Apologia pro vita sua

My last "This Week's Acquisitions" entry prompted an understandable query about my habit of buying not just Victorian religious fiction, but also tracts and "diatribes." As Our Girl in Chicago observes, this is the kind of writing one tends to file under "competent"--on a good day, that is. So why do I have a lifetime supply of religious tracts, none of which appear to be fulfilling their intended rhetorical function?

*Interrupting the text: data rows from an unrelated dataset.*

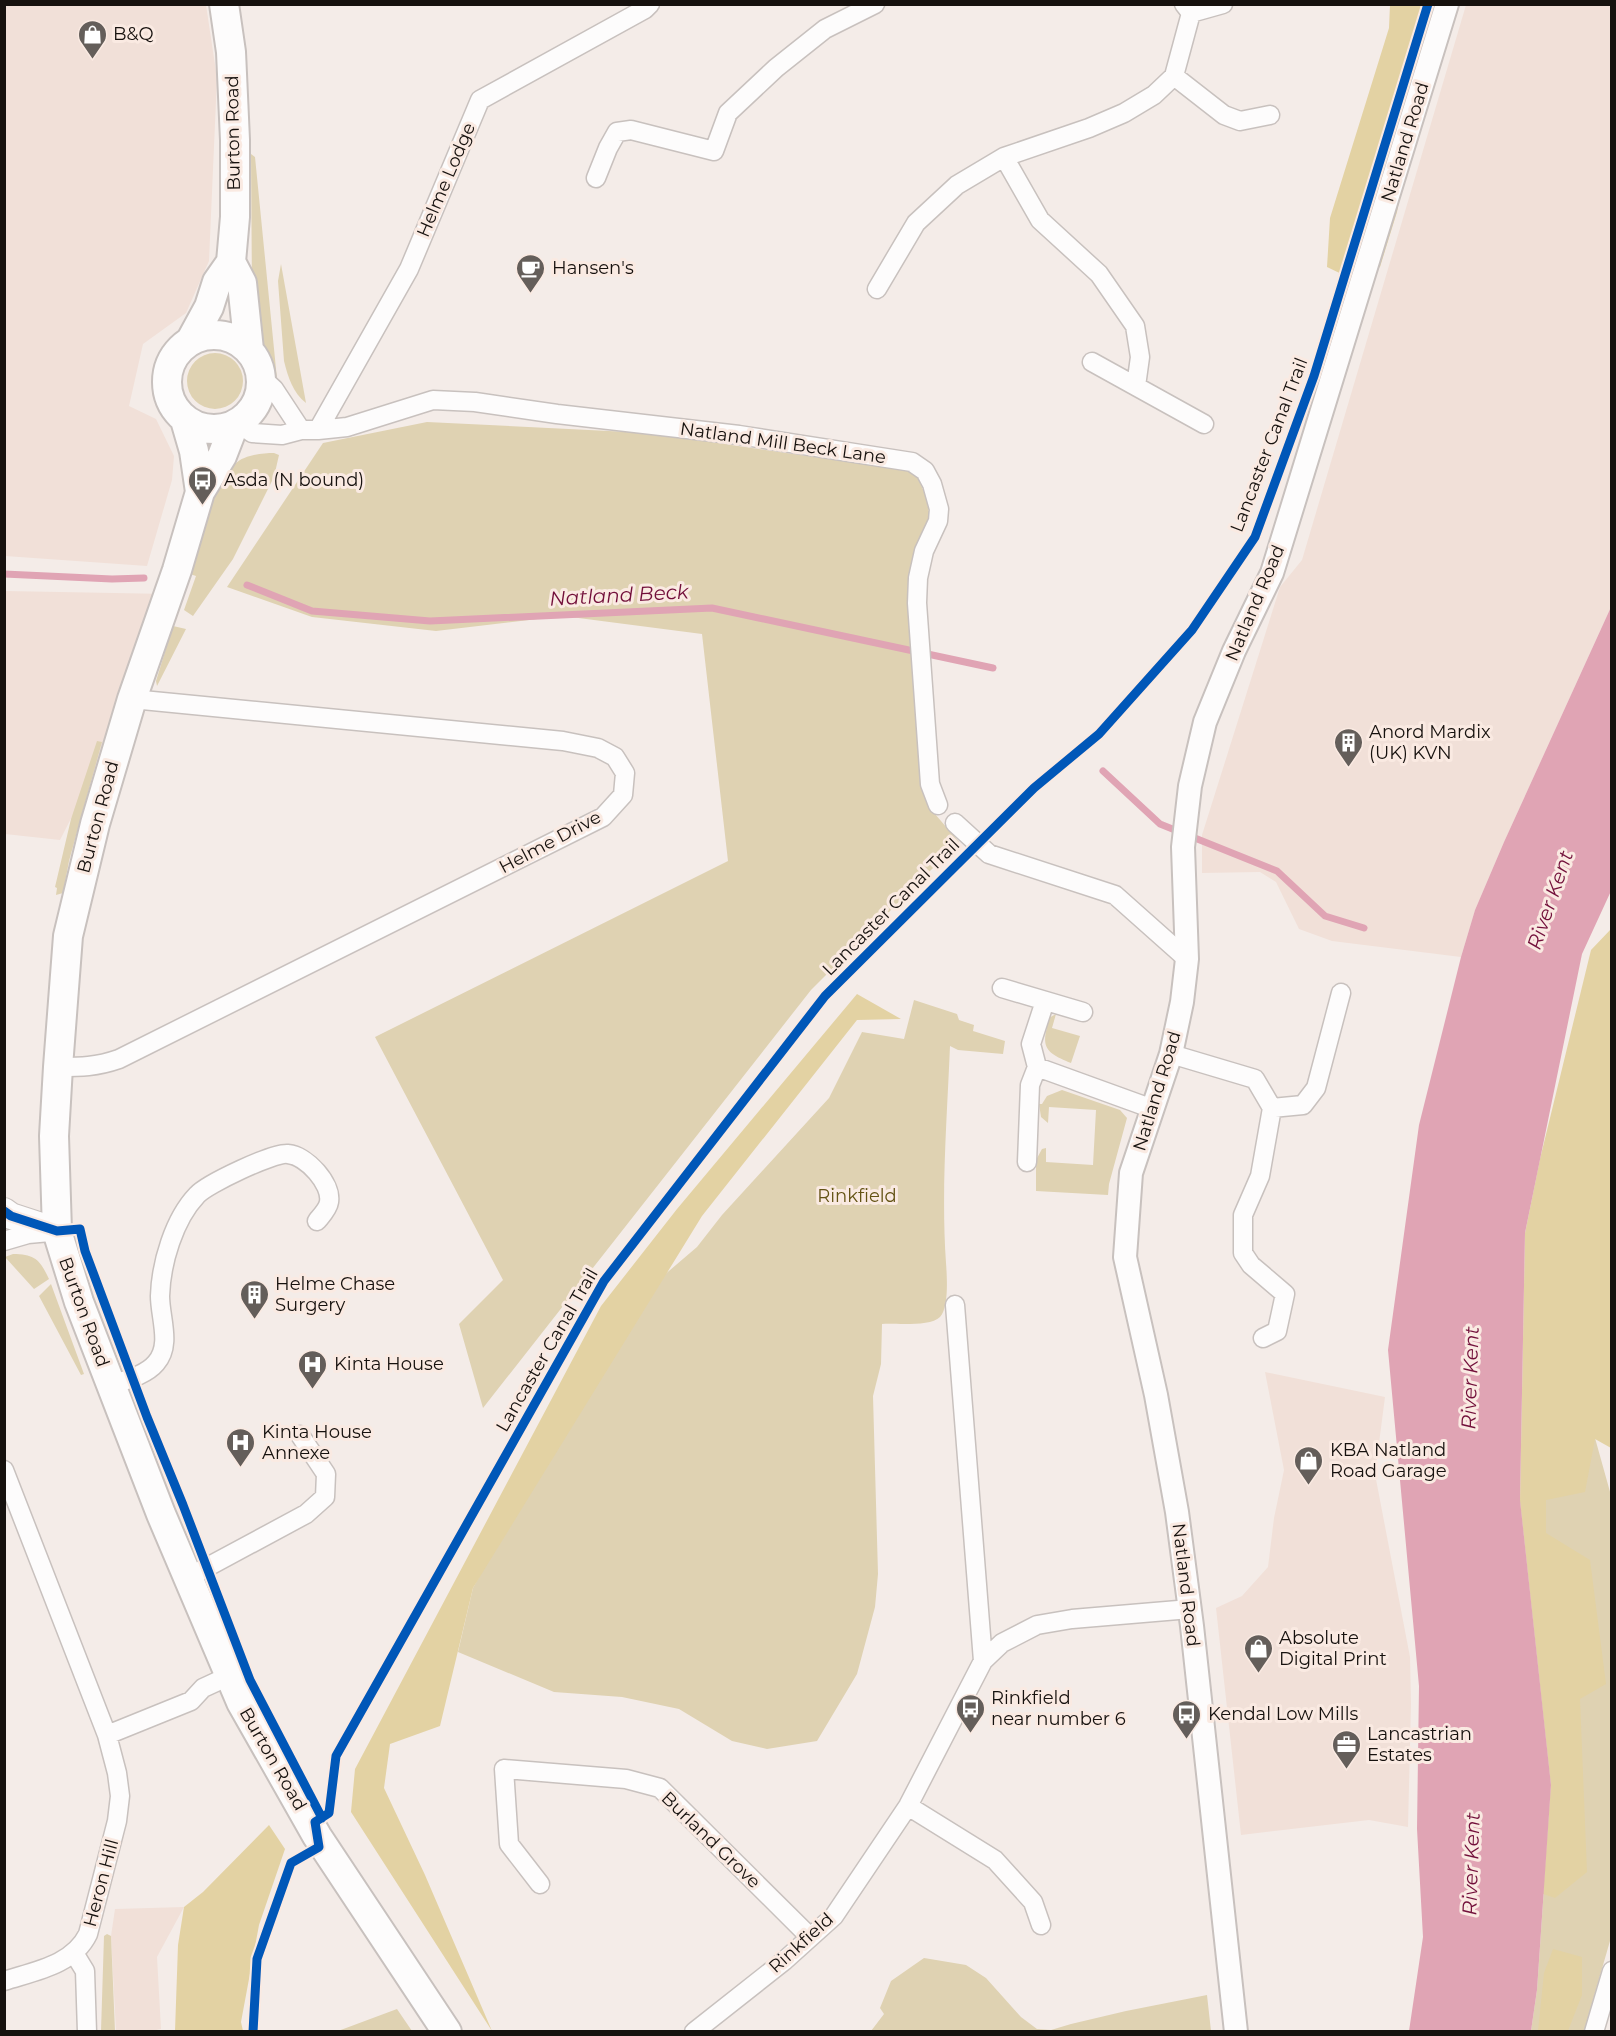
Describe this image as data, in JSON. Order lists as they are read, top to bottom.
{
  "streets": {
    "main road": ["Burton Road"],
    "street": [
      "Natland Road",
      "Helme Lodge",
      "Natland Mill Beck Lane",
      "Helme Drive",
      "Burland Grove",
      "Heron Hill",
      "Rinkfield"
    ],
    "cycle path": ["Lancaster Canal Trail"]
  },
  "crossings": [
    ["Burton Road", "Natland Mill Beck Lane"],
    ["Burton Road", "Helme Drive"],
    ["Natland Road", "Rinkfield"],
    ["Helme Lodge", "Natland Mill Beck Lane"],
    ["Burland Grove", "Rinkfield"]
  ],
  "water": ["Natland Beck", "River Kent"],
  "parks": ["Rinkfield"],
  "places": {
    "shop": ["B&Q", "KBA Natland Road Garage", "Absolute Digital Print"],
    "cafe": ["Hansen's"],
    "bus stop": ["Asda (N bound)", "Rinkfield near number 6", "Kendal Low Mills"],
    "building": ["Anord Mardix (UK) KVN", "Helme Chase Surgery"],
    "hospital": ["Kinta House", "Kinta House Annexe"],
    "office": ["Lancastrian Estates"]
  }
}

Well. There's the pragmatic reason: if I don't buy 'em, I have to get on a plane to see 'em. Rochester does have a divinity school with a decent library (recently sold to the U of R), so I can get some things locally; otherwise, though, I have to get myself to the Union Theological Seminary or a similar locale. Many of these tracts are ephemeral, which means that they're often near-impossible to see via ILL. The same goes for a number of the novels, especially cheap fiction published by the RTS, SPCK, John F. Shaw, and similar publishers. Most of these books are "rare" but not "in demand,"* which means that I can purchase them without going bankrupt--even if I can't get them via ILL.

I suspect, however, that I'm not answering the real question: why on earth am I reading these books? Surely I'd much rather be reading Dickens and Eliot? (Er, yes.) Or, as a bemused friend once inquired, "Why do you do these things to yourself?" It's easy enough to give a narrative answer. Phase One of my interest, as an undergraduate, was more personal than intellectual: Jews were relatively rare on the ground at UC Irvine--in fact, several students told me that I was the first Jew they'd ever met!--but born-again Christians were common. Thus, there was a certain degree of self-defense going on. That being said, Phase One abated quite rapidly once I relocated to the University of Chicago. Phase Two kicked in while I was writing my doctoral dissertation, when it became clear that popular women's history often interfaced with Protestant theology in all sorts of interesting ways. Unlike Cardinal Newman, however, I don't think that there's an organic relationship between these two phases: the "personal" phase of my interest was too local, for lack of a better word, to survive my literal and figurative transplantation to another environment. The second time I became interested in religious issues, however, it was because I'd realized that I was far more intrigued by literary history than literary deconstruction, and there's no escaping the role of religious conflict in the shaping of nineteenth-century literary history. (I should add that religious conflicts shape literary form as well as literary conflict.) I tend to write about the various "Catholic Questions" because the Victorians themselves were so obsessed with Roman Catholicism, and Victorian anti-Catholic texts still have a foothold in some contemporary fundamentalist quarters.

In the end, though, I think that it's not always possible to say, "I'm interested in such-and-such for the following reason." Something clicks for me when I work with these texts, just as something clicks when I read nineteenth-century fiction (a taste for which I cannot, in fact, offer a rational explanation--it simply pleases me). I read and write about these texts to help me understand how Victorian literature works, and, I hope, to help others do the same. Why else?

*--I confess to avoiding eBay sellers who advertise a book's "rarity," as though that was automatically going to guarantee a higher price.